Blair didn’t respond.
“Is it because you did as I suspect—you made some calls and pit stops and let the bad guys know where you are?”
“I don’t know which bad guy is after me. I have more enemies than you might suspect.”
“Um.”
She waited. He didn’t say more. So with her free hand, she pointed toward the door. “You know the exit is that way.”
“I do.”
“But you’re not heading toward it.”
A slow shake of his head. “You think I’m going to leave my partner when she needs me?”
“I don’t…” God, this was hard. This was the kind of hard that hurt a woman and ripped out her soul. She pulled her hand from his, then turned away from him because she couldn’t look in his eyes when she said this part. She was good at lying. Back in the day, she’d been world class. But Linc could usually see right through her. “I don’t need you on this case. It’s personal, and I have it covered.”

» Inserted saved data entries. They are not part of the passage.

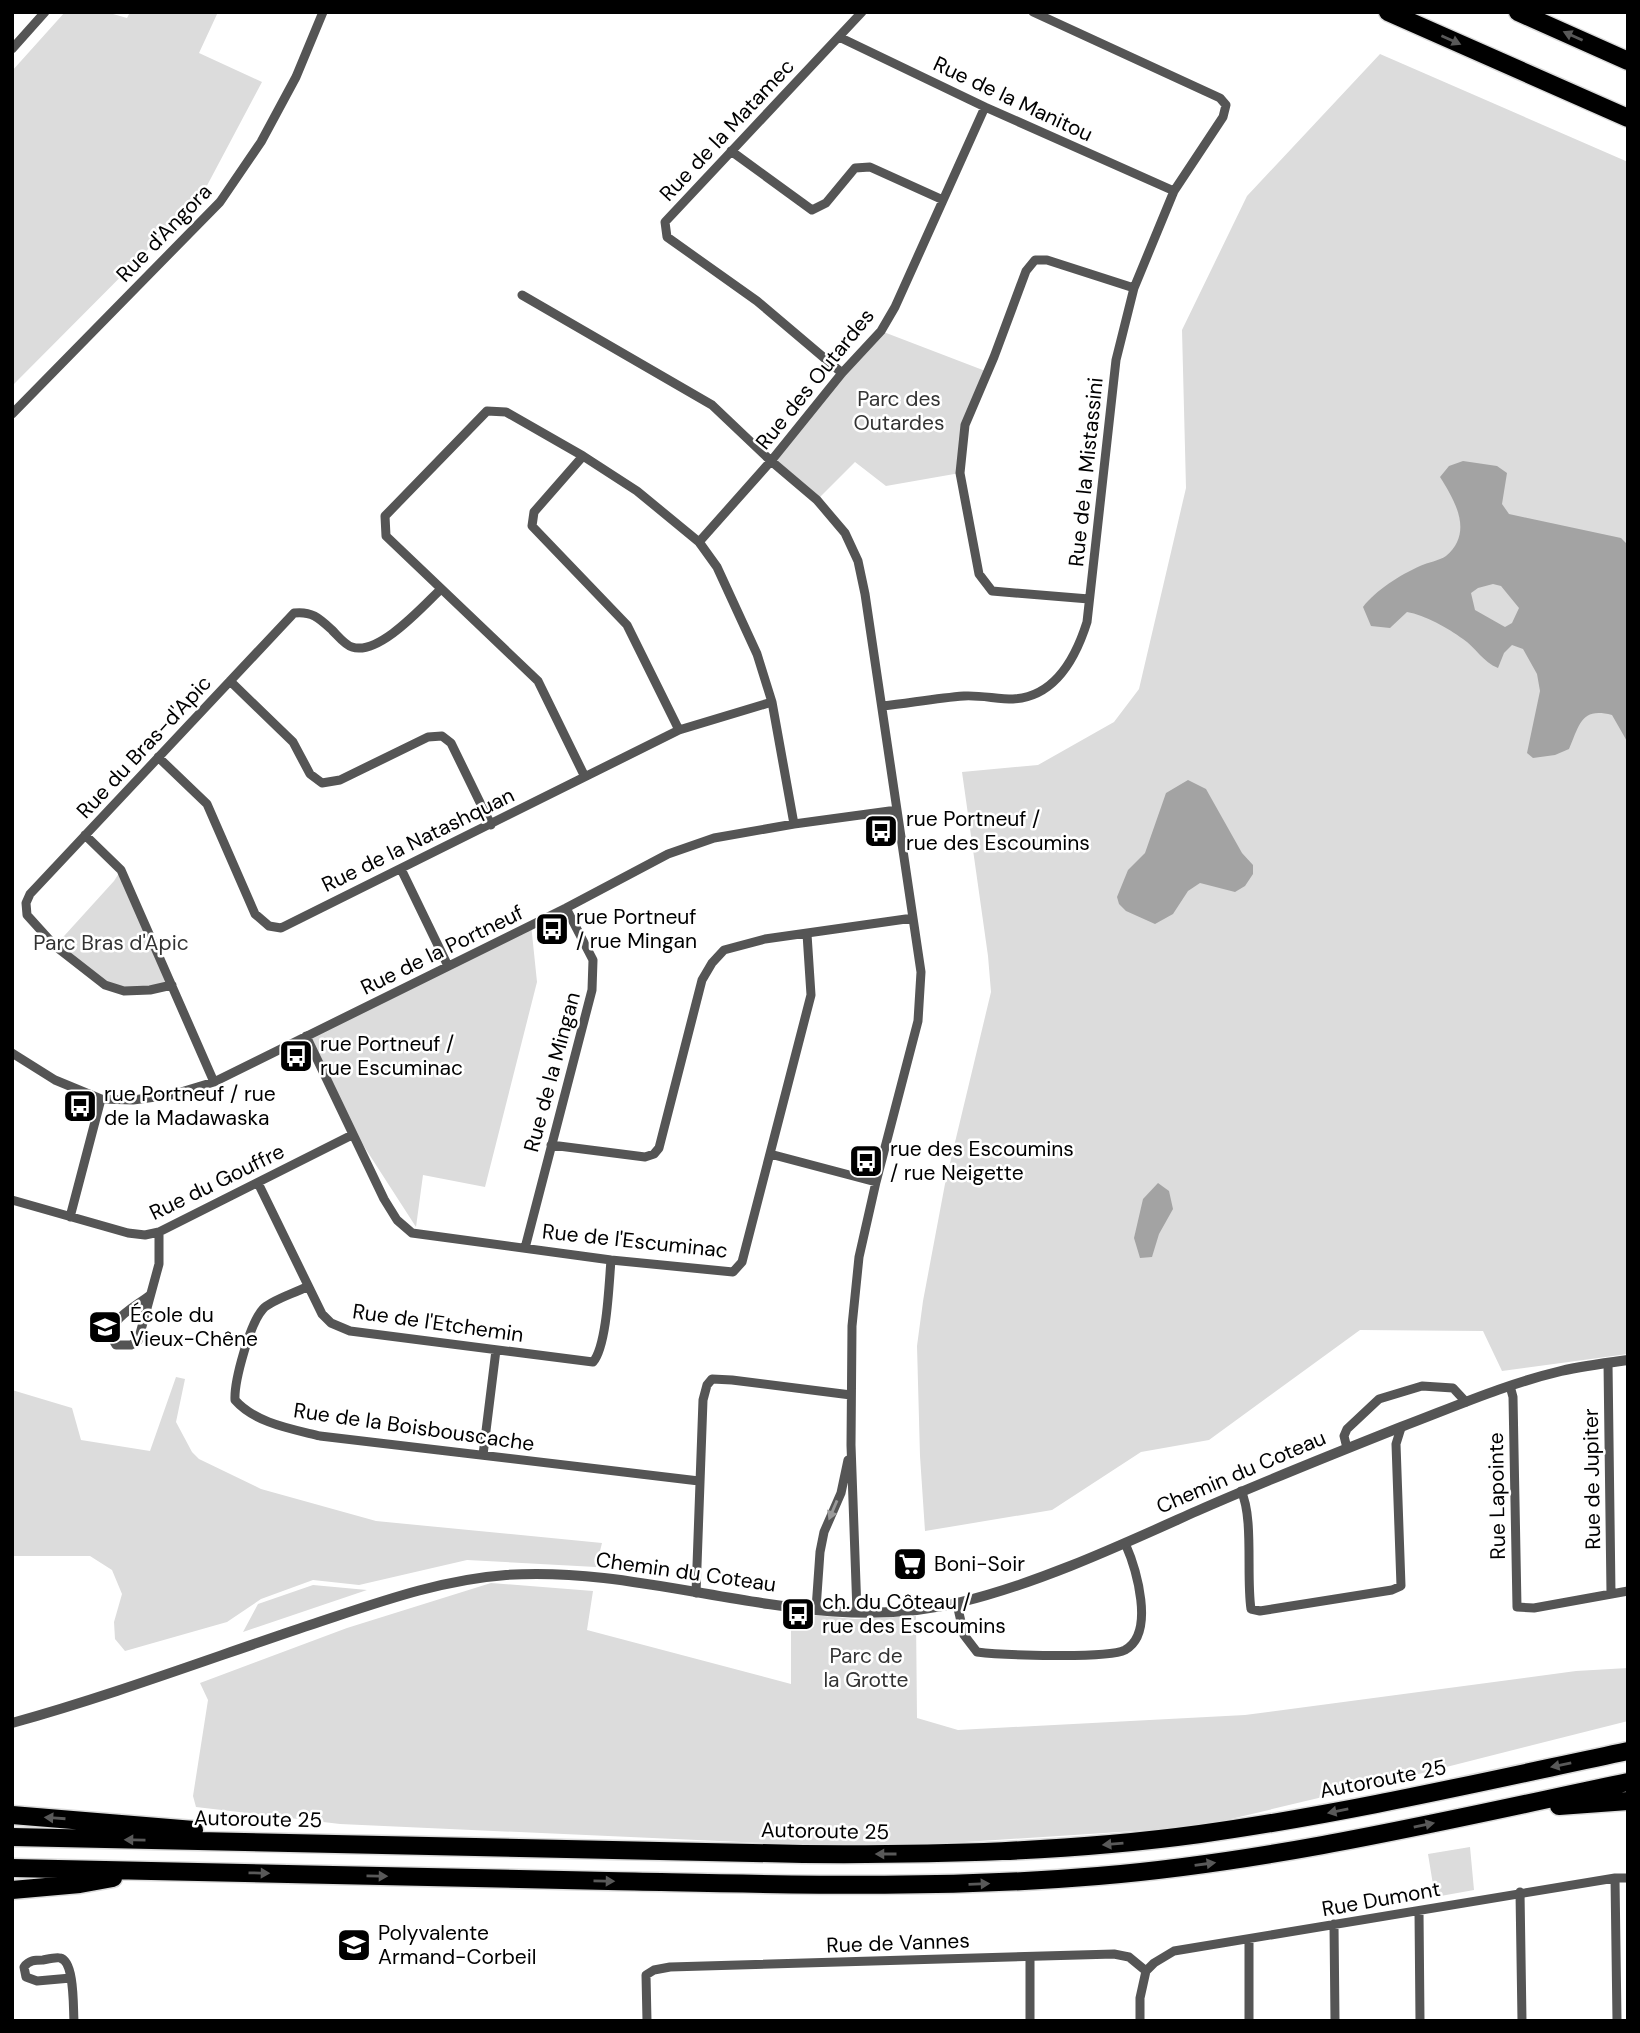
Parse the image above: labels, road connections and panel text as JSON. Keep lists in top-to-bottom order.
{
  "streets": {
    "highway": ["Autoroute 25"],
    "street": [
      "Rue de la Manitou",
      "Rue de la Matamec",
      "Rue d'Angora",
      "Rue des Outardes",
      "Rue de la Mistassini",
      "Rue du Bras-d'Apic",
      "Rue de la Natashquan",
      "Rue de la Portneuf",
      "Rue de la Mingan",
      "Rue du Gouffre",
      "Rue de l'Escuminac",
      "Rue de l'Etchemin",
      "Rue de la Boisbouscache",
      "Chemin du Coteau",
      "Rue de Jupiter",
      "Rue Lapointe",
      "Rue Dumont",
      "Rue de Vannes"
    ]
  },
  "crossings": [
    ["Rue de la Manitou", "Rue de la Matamec"],
    ["Rue de la Manitou", "Rue des Outardes"],
    ["Rue de la Manitou", "Rue de la Mistassini"],
    ["Rue de la Matamec", "Rue des Outardes"],
    ["Rue du Bras-d'Apic", "Rue de la Natashquan"],
    ["Rue de la Portneuf", "Rue de la Mingan"],
    ["Rue de la Portneuf", "Rue de l'Escuminac"],
    ["Rue de la Mingan", "Rue de l'Escuminac"],
    ["Rue du Gouffre", "Rue de l'Escuminac"],
    ["Rue du Gouffre", "Rue de l'Etchemin"],
    ["Rue de l'Escuminac", "Rue de l'Etchemin"],
    ["Rue de l'Etchemin", "Rue de la Boisbouscache"],
    ["Chemin du Coteau", "Rue de Jupiter"],
    ["Chemin du Coteau", "Rue Lapointe"],
    ["Rue de Jupiter", "Rue Lapointe"],
    ["Rue Dumont", "Rue de Vannes"]
  ],
  "parks": ["Parc des Outardes", "Parc Bras d'Apic", "Parc de la Grotte"],
  "places": {
    "bus stop": [
      "rue Portneuf / rue des Escoumins",
      "rue Portneuf / rue Mingan",
      "rue Portneuf / rue Escuminac",
      "rue Portneuf / rue de la Madawaska",
      "rue des Escoumins / rue Neigette",
      "ch. du Côteau / rue des Escoumins"
    ],
    "school or university": ["École du Vieux-Chêne", "Polyvalente Armand-Corbeil"],
    "supermarket": ["Boni-Soir"]
  }
}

The floor squeaked behind her. “Why are you really cutting me out?”
“Because I don’t need you.” Her hands flexed at her sides. Her fingers curled into fists. Then released. “We overstepped back on the island. It was a major mistake, and I want to stop us before we make more mistakes.” Her voice was flat. Brittle. “I’m taking some time off from Wilde, and when I go back, I will be requesting a new partner.”
Silence.
Please, go. Please, don’t make me say more. I need you to go.
“What do you expect me to do right now?” Linc’s voice was just as flat as hers had been.
She swallowed. When she pulled in a breath, it seemed to chill her lungs. “I expect you to walk out of the door and not come back.” Because you’ll be safe then. Until I can figure out who is coming after me, I need you safe.